In the Motorcade on Houston Street

Those in the journalists’ and photographers’ vehicles would have had an even worse view of the president’s car, and must have been describing the motorcade rather than the car:

  • Bo Byers (1) was in the White House press bus, at least eight vehicles behind Kennedy’s car, and may have only just reached Houston Street at the time of the shooting. He claimed that the presidential limousine “almost came to a stop, a dead stop.”
  • Bob Clark (2), in the national press pool car, “Reported on the air that the limousine stopped on Elm Street during the shooting,” according to Palamara.
  • Merriman Smith (3), in the same car as Clark, stated that the presidential limousine “seemed to falter briefly.”
  • Robert MacNeil (8), in the White House press bus, wrote that “the president’s driver slammed on the brakes … after the third shot.”
  • Henry Burroughs (9), an Associated Press photographer riding in camera car no.2, wrote to Palamara that “we heard the shots and the motorcade stopped.”
  • Robert Baskin (30), a reporter for the Dallas Morning News, was in the press car. He wrote the next day that “the motorcade ground to a halt.”
  • David Broder (43), a reporter for the Washington Evening Star, wrote that “the President’s car paused momentarily.”

Dubious Witnesses

Palamara cites two people whose evidence is problematic:

  • An unnamed witness (40) in the courthouse building on Houston Street apparently claimed that “the cavalcade stopped there and there was bedlam.”
  • Norman Similas (55) is quoted as claiming that “the Presidential limousine had passed me and slowed down slightly.” It is far from certain that Similas was actually in Dealey Plaza on 22 November 1963.

Did the Car Stop or Just Slow Down?

Evidence that the Car Stopped

It is noteworthy that only one of Palamara’s 59 witnesses stated forcefully that President Kennedy’s car actually stopped. That witness, William Newman, was consistent in his claim that the car stopped very briefly: “momentarily … only a momentary stop … very momentarily … just for a moment.” Similar words were used by Mary Moorman and by three of the four police motorcyclists closest to the car, James Chaney, B.J. Martin and Douglas Jackson, although two of these five witnesses qualified their statements: Chaney stated that the car “did not quite stop, but almost did,” and Moorman stated that “the car either stopped momentarily or hesitated.”

All of these witnesses were very close to the car at the time of the fatal shot.

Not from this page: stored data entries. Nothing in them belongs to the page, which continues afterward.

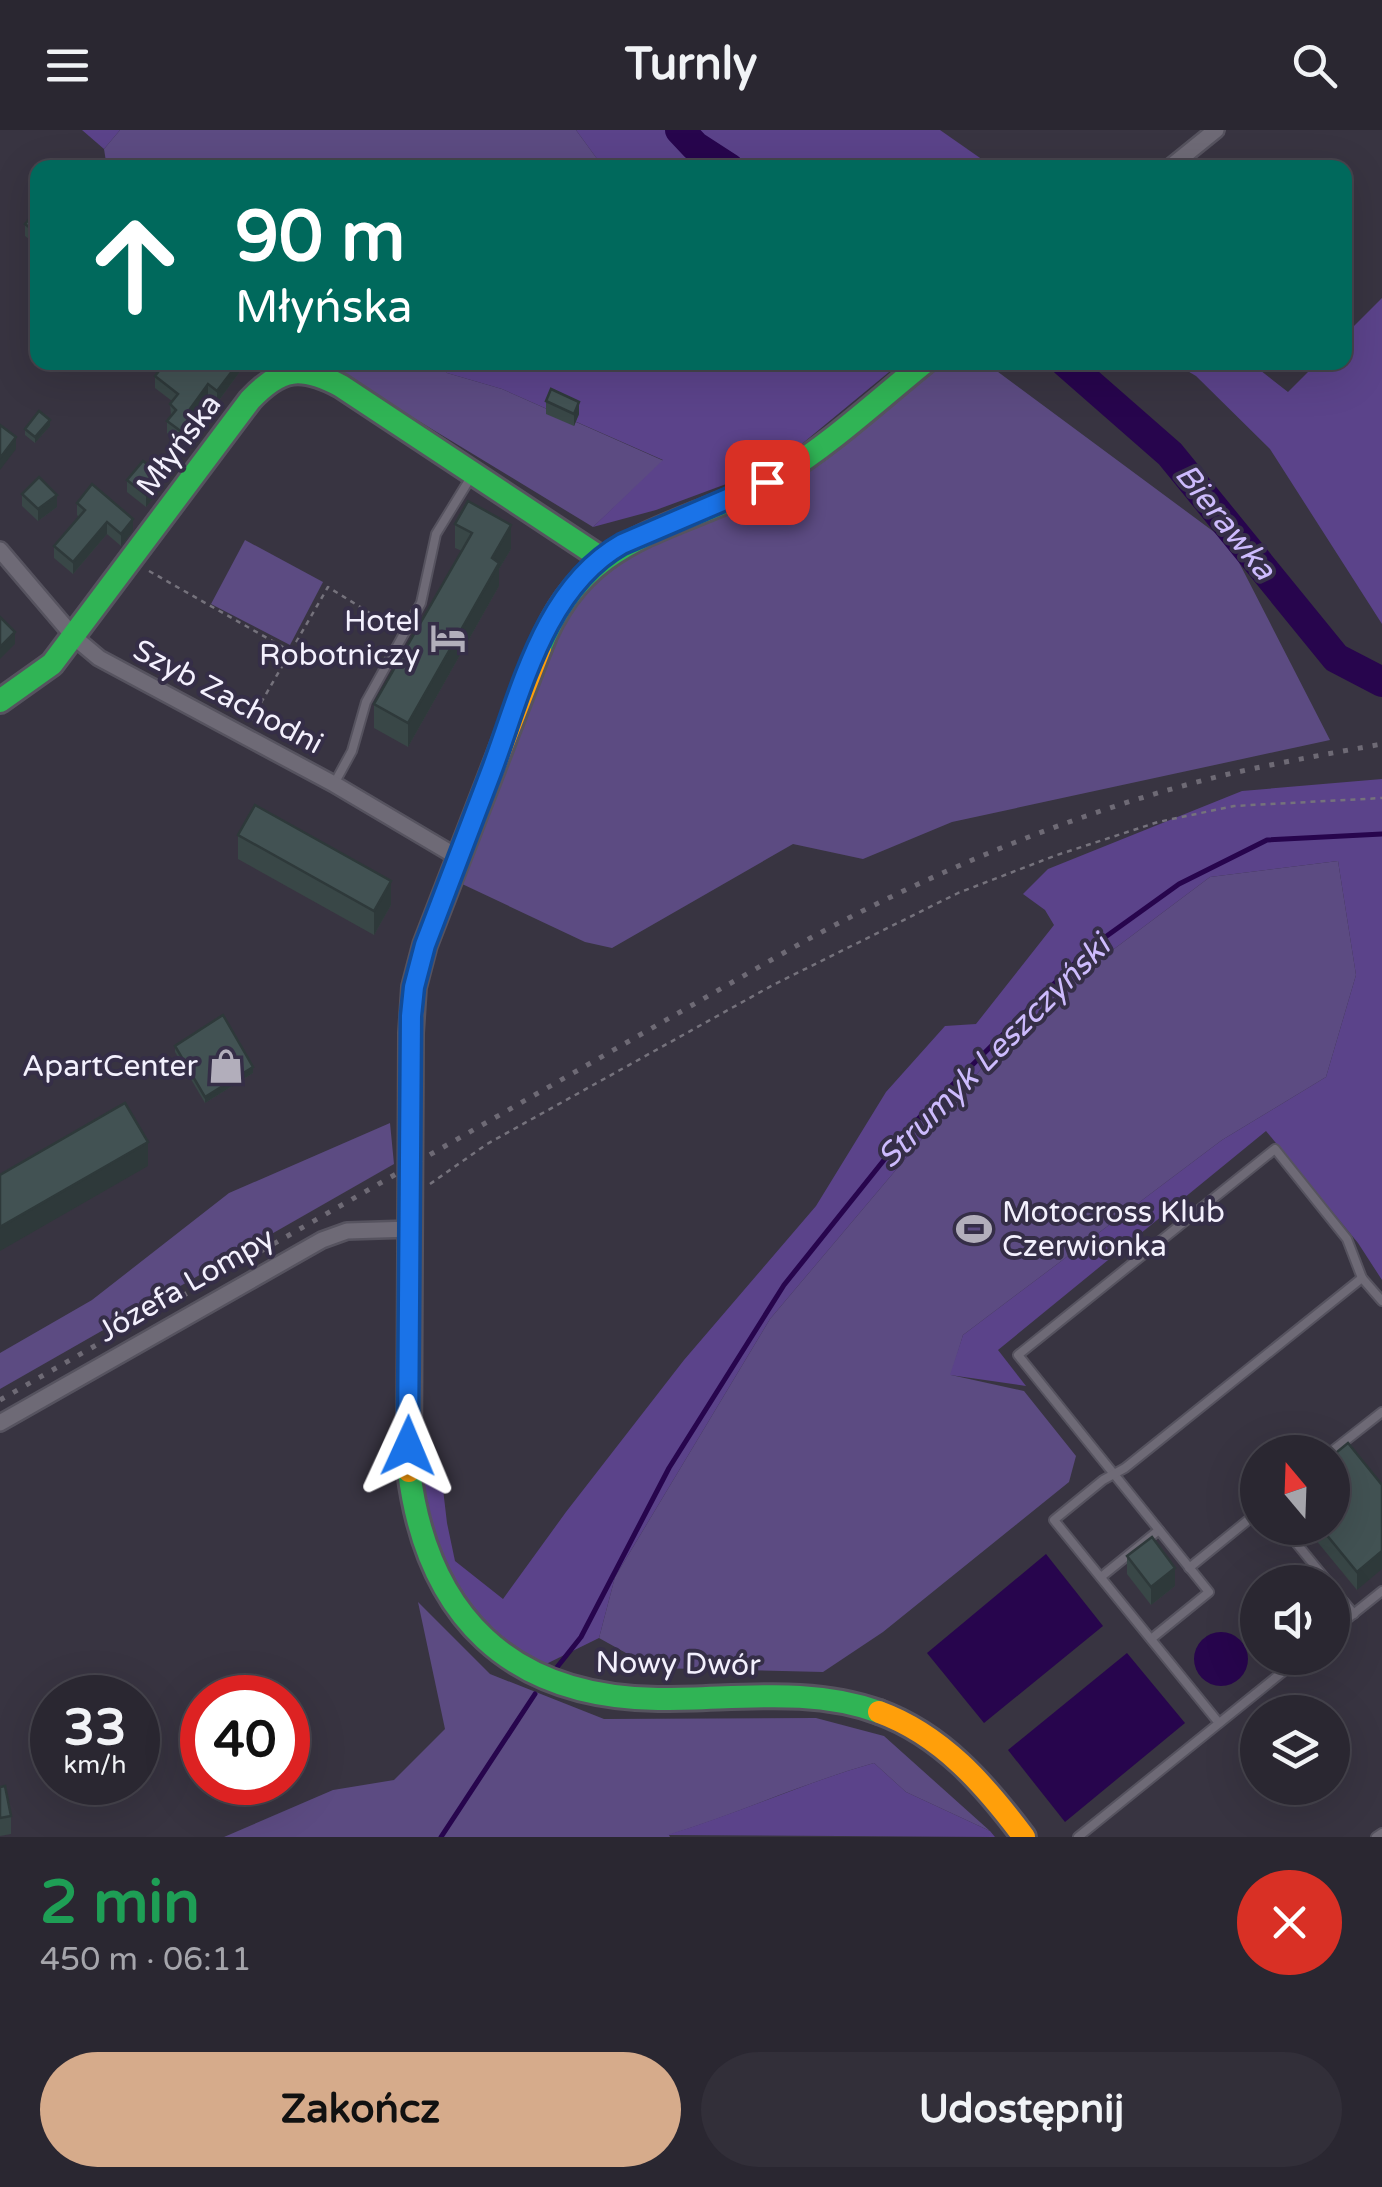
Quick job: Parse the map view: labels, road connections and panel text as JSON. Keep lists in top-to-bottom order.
{
  "streets": {
    "street": [
      "Młyńska",
      "Szyb Zachodni",
      "Józefa Lompy",
      "Nowy Dwór"
    ]
  },
  "crossings": [
    ["Młyńska", "Szyb Zachodni"],
    ["Józefa Lompy", "Nowy Dwór"]
  ],
  "water": ["Bierawka", "Strumyk Leszczyński"],
  "places": {
    "hotel": ["Hotel Robotniczy"],
    "shop": ["ApartCenter"],
    "sports": ["Motocross Klub Czerwionka"]
  },
  "north": "top",
  "page": {
    "header": "Turnly",
    "turn": ["90 m", "Młyńska"],
    "speed": "33 km/h",
    "limit": "40",
    "heading": ["2 min", "450 m · 06:11"],
    "buttons": ["Zakończ", "Udostępnij"]
  }
}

As well as Newman, Martin and Jackson, two other witnesses with a clear view of the presidential limousine claimed unequivocally that the car itself, rather than other elements of the motorcade, had stopped:

  • Clemon Johnson, who was standing on the overpass,
  • and Alan Smith, who was standing on the north side of Elm Street.

Eight other witnesses, all of whom were further away and are likely to have had their view of the car partially obscured by other vehicles in the motorcade or by other spectators, stated that it had stopped:

  • James Courson, a police motorcyclist who was turning the corner from Houston Street onto Elm Street;
  • Marilyn Willis and Hugh Betzner, who were on the south side of Elm Street opposite the Texas School Book Depository;
  • Roy Truly and Peggy Burney, who were standing on the north side of Elm Street outside the TSBD;
  • Billy Lovelady, who was standing in the doorway of the TSBD;
  • and Bob Clark and David Broder, who were at various locations on Houston Street.

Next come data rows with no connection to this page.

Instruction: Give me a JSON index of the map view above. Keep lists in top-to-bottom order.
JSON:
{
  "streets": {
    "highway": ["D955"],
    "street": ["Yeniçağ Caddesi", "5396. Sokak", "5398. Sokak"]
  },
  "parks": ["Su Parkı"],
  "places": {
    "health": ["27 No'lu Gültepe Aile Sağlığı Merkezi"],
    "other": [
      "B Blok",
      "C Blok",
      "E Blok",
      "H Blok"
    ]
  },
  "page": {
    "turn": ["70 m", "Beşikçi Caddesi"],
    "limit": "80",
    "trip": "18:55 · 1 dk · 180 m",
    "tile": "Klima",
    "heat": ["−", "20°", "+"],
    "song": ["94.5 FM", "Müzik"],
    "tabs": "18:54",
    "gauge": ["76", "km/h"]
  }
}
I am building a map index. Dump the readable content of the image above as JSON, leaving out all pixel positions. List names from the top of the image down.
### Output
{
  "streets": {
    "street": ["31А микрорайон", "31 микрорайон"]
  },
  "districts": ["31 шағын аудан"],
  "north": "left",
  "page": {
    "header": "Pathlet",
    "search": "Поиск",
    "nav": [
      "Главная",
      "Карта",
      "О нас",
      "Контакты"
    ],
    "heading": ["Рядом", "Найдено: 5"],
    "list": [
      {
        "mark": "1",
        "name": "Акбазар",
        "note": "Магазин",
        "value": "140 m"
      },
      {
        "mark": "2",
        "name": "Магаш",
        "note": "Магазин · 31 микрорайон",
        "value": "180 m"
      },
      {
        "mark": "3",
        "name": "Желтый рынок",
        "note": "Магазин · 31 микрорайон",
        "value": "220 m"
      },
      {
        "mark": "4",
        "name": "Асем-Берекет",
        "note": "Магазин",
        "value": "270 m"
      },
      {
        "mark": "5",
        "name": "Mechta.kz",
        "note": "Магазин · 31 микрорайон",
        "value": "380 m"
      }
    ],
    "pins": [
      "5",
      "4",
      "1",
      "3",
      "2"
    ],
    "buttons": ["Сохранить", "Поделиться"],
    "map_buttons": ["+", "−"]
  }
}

Evidence that the Car Did Not Stop

That makes, at most, 13 witnesses who claimed unambiguously and consistently that the car had stopped. Of these 13 witnesses, probably no more than five would have had a clear view of the car, which was travelling almost directly away from the other eight witnesses, making it difficult for the latter to determine whether the car had stopped or merely slowed down.

Against this are the remaining 44 credible witnesses, who either claimed that the car merely slowed down or who failed to state whether the presidential car, as opposed to other cars in the motorcade, slowed down or stopped. More than half of these 44 witnesses either had a clear view of the car or were passengers in the car.

Altogether, there are 31 witnesses in Palamara’s list who either had an unobstructed view of the presidential car or who were in the car themselves. Of these 31 witnesses, fewer than one in six stated unambiguously that the car stopped. In addition, there are several other witnesses who were well placed to notice the car’s movements and who gave official statements or testimony, but who did not mention anything about the car slowing down or stopping, and so were not included in Palamara’s list. Examples that come to mind are William Greer and Roy Kellerman, who were in the car; Abraham Zapruder, who had an excellent viewpoint and who did not mention any discrepancy between what he saw and what his film shows; and Emmett Hudson, who was on the steps by the grassy knoll.

Conclusion

A large majority of the witnesses’ statements are consistent with what can be seen in the three home movies: President Kennedy’s car slowed down but did not stop during the shooting. If the car did come to a complete halt, several other things must also have happened:

  • well over 80% of the witnesses who had a clear view of the car did not notice that it had stopped;
  • the Zapruder film was altered to disguise this event;
  • the Nix film was altered to match the altered Zapruder film;
  • and the Muchmore film, which remained undeveloped until it was sold to UPI on 25 November, was altered to match the altered Zapruder and Nix films.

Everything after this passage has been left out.